Désolé du retard, on était à Cabriès. L’ami Médéric t’explique tout ça mieux que moi ici (émission du 16/12/2024) : https://www.francebleu.fr/emissions/dites-le-en-marseillais


Les Longorious Basterds

Rulli
Murillo– Balerdi – Kondogbia
Luis Henrique– Rongier (Cornelius, 74e) – Højberg – Merlin (Lirola, 74e, expulsé 95e)
Greenwood (honte à nous, Nadir, 84e) – Maupay (Rowe, 88e) – Rabiot

Wahi est forfait de dernière minute, alors qu’Harit fait son retour après un mois et demi d’absence. Le onze de départ reste inchangé.


Le match

Les garnements des deux côtés se rendent bien vite compte que cet affrontement au sommet va les changer de l’ordinaire fait de blocquéquipes sinistres et d’équipes dont la présence en première division représente un outrage au football. Ca pousse donc les curseurs de l’intensité au taquet dès l’entame de match avec des gros duels, et d’incessants aller-retours usainboltiens d’un bout à l’autre du terrain.

A ce jeu, c’est Lille qui place les premiers crochets au foie, avec un ballon manqué de justesse au second poteau sur corner. Peu après, une action développée sur notre côté droit aboutit à un tir légèrement dévié que Rulli pare sans se faire piéger. Pas le temps de souffler, voici déjà David qui se présente seul face à notre gardien après une glissade de Murillo : chaud comme un cyprès, Géronimo effectue la sortie rude et souple qui convient pour chiper la balle avec autorité dans les pieds de l’attaquant.

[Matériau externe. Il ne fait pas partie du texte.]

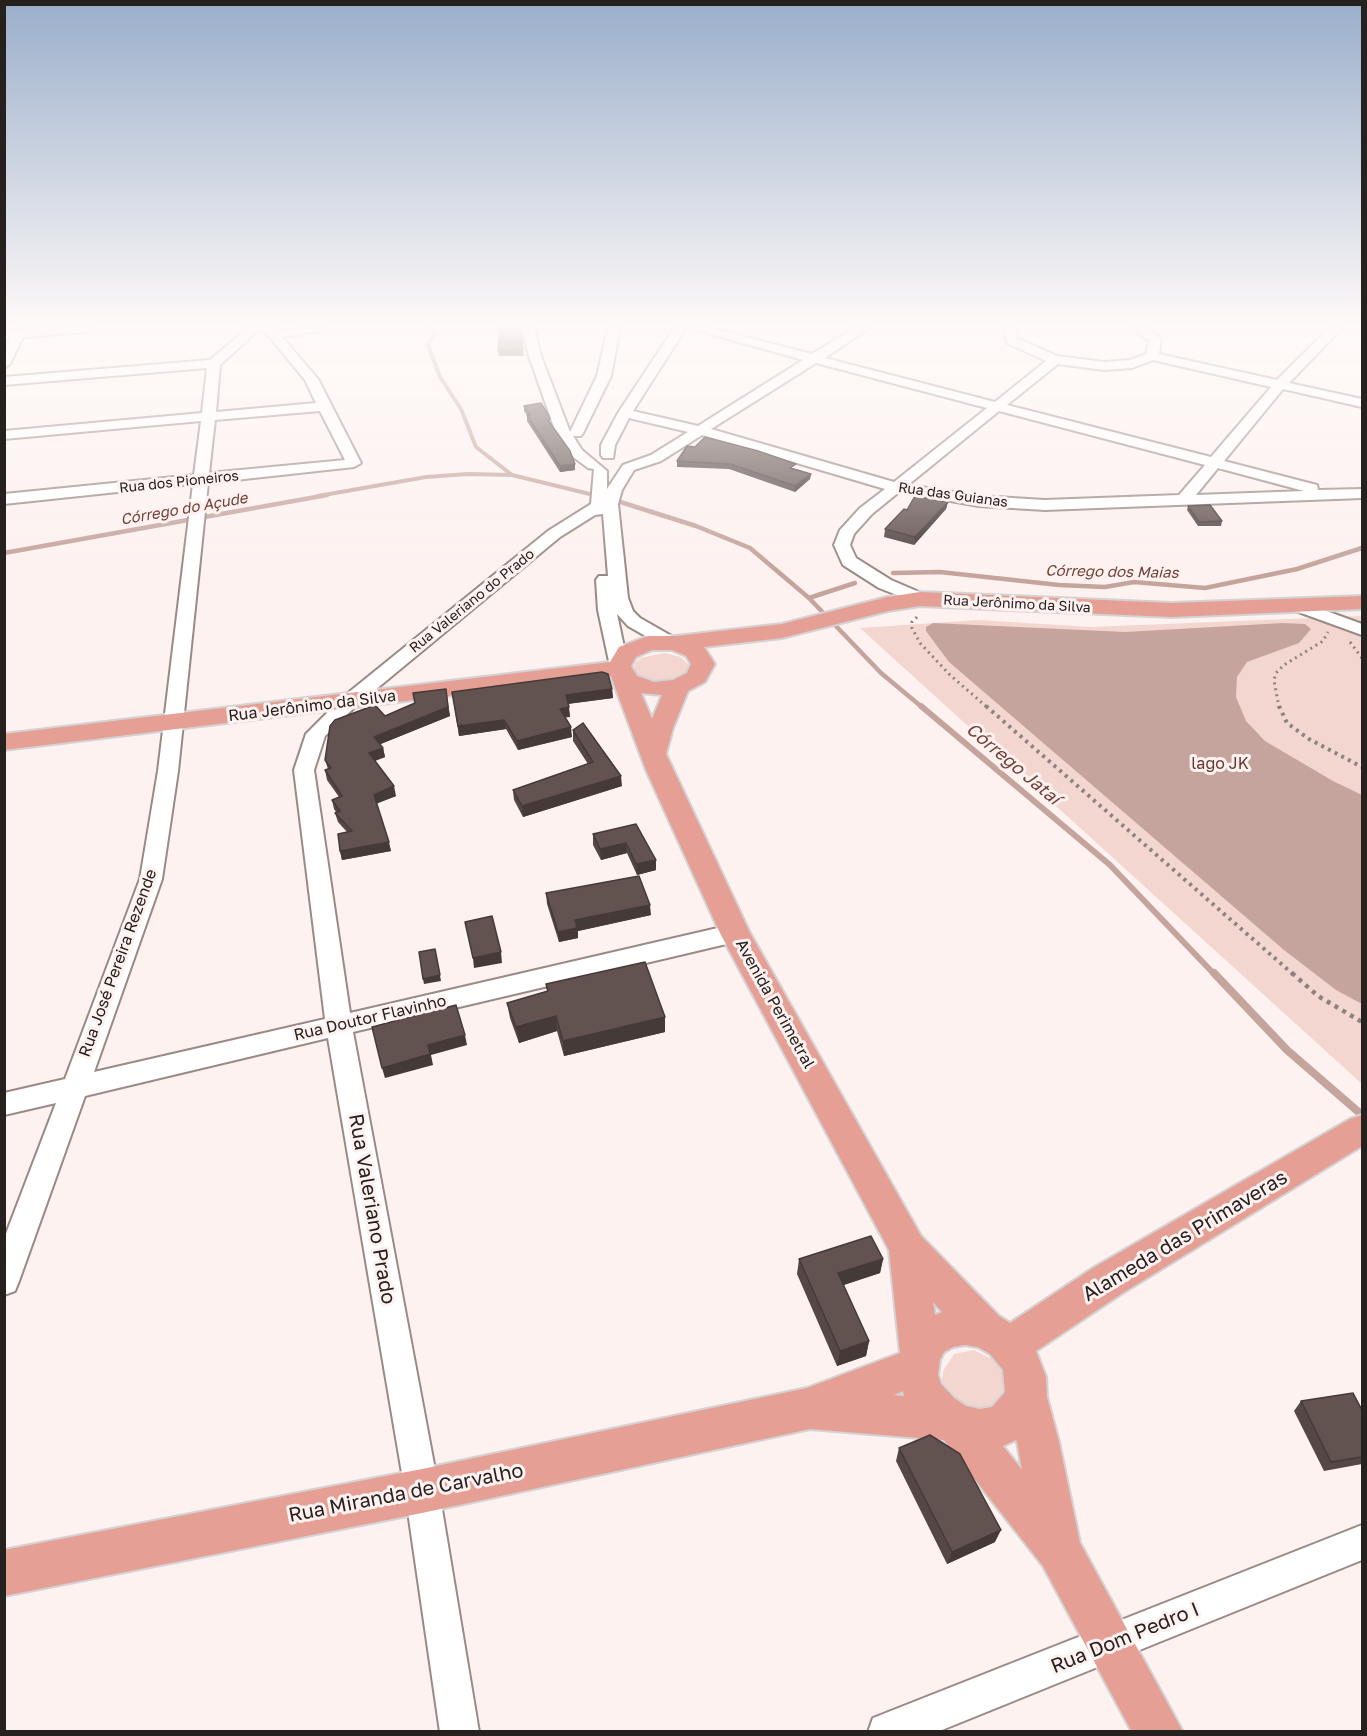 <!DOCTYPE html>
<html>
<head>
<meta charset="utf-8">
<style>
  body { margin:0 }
  #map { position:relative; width:1367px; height:1736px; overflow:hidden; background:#fdf2f0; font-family:"Golos Text",sans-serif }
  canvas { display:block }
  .frame { position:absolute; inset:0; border:6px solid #26201e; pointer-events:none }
</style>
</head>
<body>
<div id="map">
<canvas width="1367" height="1736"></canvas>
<div class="frame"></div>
</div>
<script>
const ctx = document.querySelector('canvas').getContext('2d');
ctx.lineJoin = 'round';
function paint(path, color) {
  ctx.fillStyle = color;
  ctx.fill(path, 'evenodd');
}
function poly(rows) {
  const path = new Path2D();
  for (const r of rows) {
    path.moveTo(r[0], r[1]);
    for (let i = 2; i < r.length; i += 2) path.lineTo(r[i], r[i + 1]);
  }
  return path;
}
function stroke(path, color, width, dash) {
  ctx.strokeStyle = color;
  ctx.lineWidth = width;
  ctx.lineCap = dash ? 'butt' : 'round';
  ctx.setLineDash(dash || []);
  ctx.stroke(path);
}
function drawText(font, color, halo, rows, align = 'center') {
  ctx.font = font + ' "Golos Text",sans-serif';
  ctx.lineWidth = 6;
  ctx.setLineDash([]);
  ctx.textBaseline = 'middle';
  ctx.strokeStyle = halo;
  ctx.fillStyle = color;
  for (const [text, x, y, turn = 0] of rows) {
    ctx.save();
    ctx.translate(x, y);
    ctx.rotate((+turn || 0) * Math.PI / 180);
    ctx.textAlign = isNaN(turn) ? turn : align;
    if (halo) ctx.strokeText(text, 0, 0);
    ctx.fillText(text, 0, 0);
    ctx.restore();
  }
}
const green = poly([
  [1362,616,1362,1084,860,628,978,620,1091,627],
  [665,653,681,657,690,666,690,671,682,681,645,683,633,674,635,663,640,658],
  [974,1350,994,1360,1006,1379,1004,1399,990,1411,960,1406,945,1390,942,1380,943,1371,954,1354]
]);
const water = poly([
  [933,623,1125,632,1283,623,1305,624,1311,629,1299,643,1247,662,1237,677,1236,697,1246,721,1265,741,1333,781,1362,795,1362,1004,1336,990,1284,950,949,662,926,631,926,627]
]);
const streamFar3 = poly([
  [429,328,434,334,428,345,440,377,461,409,476,447,512,475],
  [318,496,426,477,468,474,512,475,598,496]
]);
const streamFar2 = poly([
  [593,495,598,496],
  [611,499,696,526,750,548,809,598,881,673,923,708],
  [4,553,327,495],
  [893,573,940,572,1059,585,1105,587,1134,582,1205,588,1297,569,1362,548],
  [809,598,855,583]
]);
const streamFar1 = poly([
  [921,706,1110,865,1215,975]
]);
const stream = poly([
  [1214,973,1287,1050,1362,1115]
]);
const pathFar2 = poly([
  [917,617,912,622,912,628,920,643,950,675,988,708],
  [1350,642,1362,658],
  [1279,708,1274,680,1276,673,1284,665,1323,641,1328,632]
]);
const pathFar1 = poly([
  [986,706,1294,975],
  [1279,706,1287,723,1309,739,1362,767]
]);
const path = poly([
  [1292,973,1318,996,1362,1022]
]);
const minor = poly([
  [42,328,92,328,86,332,23,337,10,364,4,368,4,349,10,338,4,339,4,331,42,328],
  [248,328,261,328,220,365,216,412,316,403,305,380,262,328,275,328,277,331,322,328,316,332,282,337,318,379,361,463,354,467,208,483,178,771,162,879,94,1072,325,1019,294,770,306,734,343,697,548,531,591,504,594,469,588,468,572,456,556,433,529,356,522,328,534,328,541,356,570,432,597,376,608,328,620,328,611,376,583,433,581,436,573,436,582,450,607,471,607,489,623,465,651,455,688,432,629,418,615,445,613,458,603,458,601,455,601,445,618,413,674,328,686,328,633,411,698,426,803,360,689,328,710,328,812,354,854,328,869,328,825,358,995,402,1046,361,1007,343,1004,328,1016,328,1017,338,1057,356,1104,362,1130,360,1146,354,1149,341,1132,328,1147,328,1161,339,1159,354,1277,380,1329,328,1342,328,1289,383,1362,399,1362,407,1283,389,1224,461,1317,485,1318,490,1362,489,1362,498,1045,510,979,506,899,492,872,514,854,534,850,545,856,558,891,580,926,595,929,599,920,604,879,588,843,565,834,545,840,530,860,508,885,489,702,435,661,461,634,470,622,490,618,504,628,598,633,611,640,618,675,638,678,642,675,646,663,646,628,626,617,614,628,666,619,672,610,666,598,610,596,580,599,576,608,576,603,514,595,515,560,537,357,705,325,736,314,770,350,1013,735,924,743,927,747,933,743,939,735,942,353,1032,439,1491,479,1732,440,1732,405,1491,328,1038,85,1096,19,1281,15,1291,4,1295,4,1239,56,1103,4,1115,4,1093,65,1079,140,879,158,771,193,484,4,504,4,494,194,475,201,421,4,439,4,431,202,413,207,368,4,385,4,377,210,360,248,328],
  [1153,360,1271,387,1211,457,1007,405,1058,364,1104,370,1132,368,1153,360],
  [816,363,987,408,894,482,711,429,816,363],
  [320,411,345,460,209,473,215,420,320,411],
  [999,411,1205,465,1179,495,1045,500,979,496,908,485,999,411],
  [1218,468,1304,491,1196,495,1218,468],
  [1299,601,1362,624,1362,635,1293,610,1290,606,1299,601],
  [1362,1525,1362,1560,937,1732,868,1732,873,1718,1362,1525]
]);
const major = poly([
  [920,592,1172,603,1362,596,1362,609,1172,617,920,606,888,611,782,638,704,647,715,664,705,682,688,691,673,728,666,754,750,933,921,1236,999,1316,1010,1323,1093,1268,1350,1119,1362,1115,1362,1146,1121,1294,1036,1351,1046,1377,1047,1397,1059,1442,1080,1543,1183,1732,1132,1732,1043,1566,944,1440,810,1429,422,1513,4,1596,4,1550,422,1469,807,1388,900,1353,889,1250,720,933,646,770,611,676,4,750,4,734,610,662,619,647,648,636,676,636,782,624,887,597,920,592],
  [652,650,672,650,686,656,691,664,687,673,673,680,654,682,637,676,631,666,636,657,652,650],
  [641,693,662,695,652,719,641,693],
  [933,1302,942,1312,935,1315,933,1302],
  [965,1345,978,1347,990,1354,1003,1370,1005,1392,992,1407,980,1409,966,1406,954,1398,941,1384,938,1375,940,1360,944,1352,953,1347,965,1345],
  [903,1391,904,1396,894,1395,903,1391],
  [1016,1440,1017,1442,1022,1470,1003,1446,1016,1440]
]);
const wall = poly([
  [523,350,524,356,499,356,498,351],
  [524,406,551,424,575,470,560,472,527,421,527,415,524,411],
  [687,446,796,469,811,474,810,479,795,492,729,469,677,467,677,461],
  [948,502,946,509,914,545,884,537,885,529],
  [1188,506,1222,521,1221,526,1198,526,1187,510],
  [446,689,450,716,380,744,383,748,385,757,375,761,396,796,377,803,391,851,342,860,340,851,347,832,338,822,335,813,336,812,334,809,332,800,339,797,327,780,325,770,328,769,325,760,385,716],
  [612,689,613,698,568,704,570,717,565,717,572,737,518,750,506,729,459,736,452,692],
  [573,730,622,786,523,817,514,800,513,790,588,764,573,741],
  [636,824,656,860,656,870,637,875,627,853,601,860,593,845,593,834],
  [546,893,651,915,578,931,578,938,559,942,547,904],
  [546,984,665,1017,665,1032,564,1056,557,1031,519,1043,510,1018,507,1003,547,992],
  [799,1259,883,1259,880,1273,843,1285,869,1341,866,1356,837,1366,797,1274],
  [1301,1401,1362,1410,1362,1464,1324,1471,1294,1411],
  [899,1448,995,1542,947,1564,896,1461]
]);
const shadedWall = poly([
  [575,464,575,470,560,472,560,466],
  [811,474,810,479,795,492,795,486],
  [948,502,946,509,914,545,915,537],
  [612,689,613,698,566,704,566,695],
  [448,707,450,716,376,746,374,737],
  [569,707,570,717,561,718,560,709],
  [504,720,506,729,459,736,458,726],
  [571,727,572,737,518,750,517,741],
  [383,748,385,757,371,762,369,753],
  [621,776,622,786,523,817,522,806],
  [394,786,396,796,376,804,374,795],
  [389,842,391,851,342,860,340,851],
  [626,843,627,853,601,860,600,849],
  [656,860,656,870,637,875,636,864],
  [650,905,651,915,578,931,578,938,559,942,558,932,575,920],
  [435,949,441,981,424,984,423,979],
  [501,952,502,963,474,968,473,958],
  [556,1016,557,1031,519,1043,516,1027],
  [665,1017,665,1032,564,1056,563,1041],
  [465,1035,467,1045,431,1055,433,1065,385,1078,382,1068,428,1045],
  [883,1259,880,1273,835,1288,838,1273],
  [869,1341,866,1356,837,1366,840,1351],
  [1001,1530,995,1542,947,1564,952,1552]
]);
const building = poly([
  [500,328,520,328,523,350,498,351,500,328],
  [541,403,549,416,550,419,548,420,570,451,575,464,560,466,527,415,530,415,524,406,541,403],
  [705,437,758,451,796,464,790,468,811,474,795,486,730,464,677,461,687,446,695,447,705,437],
  [915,496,948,502,915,537,885,529,904,509,907,510,915,496],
  [1210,505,1222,521,1199,522,1188,506,1210,505],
  [602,672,608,674,612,689,566,695,569,707,560,709,571,727,517,741,504,720,458,726,452,692,602,672],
  [446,689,448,707,374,737,383,748,369,753,394,786,374,795,389,842,340,851,338,834,352,831,335,813,340,811,332,800,342,796,325,770,331,768,325,760,330,726,335,720,375,705,385,716,415,703,413,693,446,689],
  [583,723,621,776,522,806,513,790,593,762,573,730,583,723],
  [636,824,656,860,636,864,626,843,600,849,593,834,636,824],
  [639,876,650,905,575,920,577,928,558,932,546,893,639,876],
  [492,916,501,952,473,958,465,922,492,916],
  [435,949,440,975,423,979,419,952,435,949],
  [645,962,665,1017,563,1041,556,1016,516,1027,507,1003,548,991,546,984,645,962],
  [456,1005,465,1035,428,1045,430,1054,382,1068,372,1027,456,1005],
  [871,1236,883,1259,838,1273,869,1341,840,1351,799,1259,871,1236],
  [1353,1393,1362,1410,1362,1457,1331,1462,1301,1401,1353,1393],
  [930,1435,960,1454,1001,1530,952,1552,899,1448,930,1435]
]);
const farStreetnames = [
  ["Rua dos Pioneiros",179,482,-6],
  ["Rua das Guianas",953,495,8],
  ["Rua Valeriano do Prado",472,601,-39],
  ["Rua Jerônimo da Silva",1017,604,3]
];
const farWaternames = [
  ["Córrego do Açude",184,509,-10],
  ["Córrego dos Maias",1112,572,1]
];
const streetNames = [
  ["Rua Jerônimo da Silva",312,706,-7],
  ["Rua José Pereira Rezende",118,963,-70],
  ["Avenida Perimetral",775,1004,61],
  ["Rua Doutor Flavinho",370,1018,-13]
];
const parkNames = [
  ["lago JK",1220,764]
];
const waterNames = [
  ["Córrego Jataí",1013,764,40]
];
const nearStreetnames = [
  ["Rua Valeriano Prado",372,1209,80],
  ["Alameda das Primaveras",1185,1236,-31],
  ["Rua Miranda de Carvalho",406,1493,-11],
  ["Rua Dom Pedro I",1125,1638,-22]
];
paint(green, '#f4d6d0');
paint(water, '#c5a49e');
stroke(streamFar3, '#c5a49e', 4);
stroke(streamFar2, '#c5a49e', 4.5);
stroke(streamFar1, '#c5a49e', 6);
stroke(stream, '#c5a49e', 8);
stroke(minor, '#9a8a86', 4);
stroke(major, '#d4d2d2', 4);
stroke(pathFar2, '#8c8381', 3, [2, 4]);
stroke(pathFar1, '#8c8381', 4, [3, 4.5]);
stroke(path, '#8c8381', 4.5, [4, 5]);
paint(minor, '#fff');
paint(major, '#e59f95');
paint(wall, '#544745');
paint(shadedWall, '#453a38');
paint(building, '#625350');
stroke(building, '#453a38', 1.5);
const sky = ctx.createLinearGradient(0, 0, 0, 571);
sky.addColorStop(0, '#9aaeca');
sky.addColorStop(0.57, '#fef9f8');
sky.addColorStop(1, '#fef9f800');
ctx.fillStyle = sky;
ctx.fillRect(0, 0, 1367, 571);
drawText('14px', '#26201e', '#fdf2f0', farStreetnames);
drawText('italic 15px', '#724139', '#fdf2f0', farWaternames);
drawText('16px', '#26201e', '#fdf2f0', streetNames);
drawText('16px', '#673730', '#fdf2f0', parkNames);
drawText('italic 18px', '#724139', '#fdf2f0', waterNames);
drawText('20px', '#26201e', '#fdf2f0', nearStreetnames);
</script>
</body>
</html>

Lille presse haut et coupe toutes nos lignes de relance. L’OM doit accomplir des efforts de créativité extraordinaire pour franchir la première ligne adverse ; nous y parvenons rarement mais quand c’est le cas, alors là pardon, mais ça mérite d’être accroché au Louvre. Longue séquence de possession dans notre camp, Murillo trouve enfin l’ouverture par une passe verticale vers Luis Henrique, et là c’est le feu d’artifice. Un jeu en triangle supersonique avec Maupay permet d’anvoyer Rabiot à deux contre un dans la défense. D’un petit extérieur Adrien alerte parfaitement Merlin, qui fait « olé » devant le défenseur revenu en catastrophe et ajuste le gardien avec une lucidité exemplaire (1-0, 17e).

La suite s’avère plus équilibrée, entre des équipes présentant certains points communs (sortie de balle travaillée même sous pressing, fistage express des adversaires sur les phases de transition). L’OM souffre cependant d’une défense toujours un peu à la ouaneugaine sur les bords, déconcentrée notamment sur un coup-franc vite joué qui oblige Rulli à une nouvelle parade. C’est ensuite au tour de Kondogbia de chausser les pneus lisses et de se retrouver à brouter la pelouse : la passe en profondeur devient un caviar pour Zhegrova, qui rate cependant le cadre sur son piqué devant Rulli.

De nore côté, les contre-attaques potentiellement meurtières existent, permises par des récupérations autoritaires au milieu mais sont avortées par un certain manque d’application dans le dernier geste : Maupay manque ainsi la passe décisive vers un Murillo projeté à toute allure dans la surface, avant qu’un intenable Greenwood (honte à nous) ne tire au ras du poteau.

Après de telles passes d’armes, les deux équipes rentrent au vestiaire le caport visiblement ouvert et les radiateurs en surchauffe. La seconde mi-temps reprend sur les mêmes bases, avec un Rulli de nouveau obligé de s’imposer en face-à-face avec David.

L’OM tente de s’imposer comme le boxeur marseillais Bruno Surace l’autre soir (‘z’avez pas vu ce ko de l’espace ? Vous devriez) : laisser l’adversaire frapper sans relâche dans les gants, avant de lui décrocher la mâchoire à la moindre baisse de garde. Toujours à l’affût du moindre rataillon, c’est ainsi Neal Maupay qui se précipite sur une passe en retrait foireuse d’un défenseur, dribble le gardien, mais n’arrive pas à redresser la balle, qui finit sur le poteau.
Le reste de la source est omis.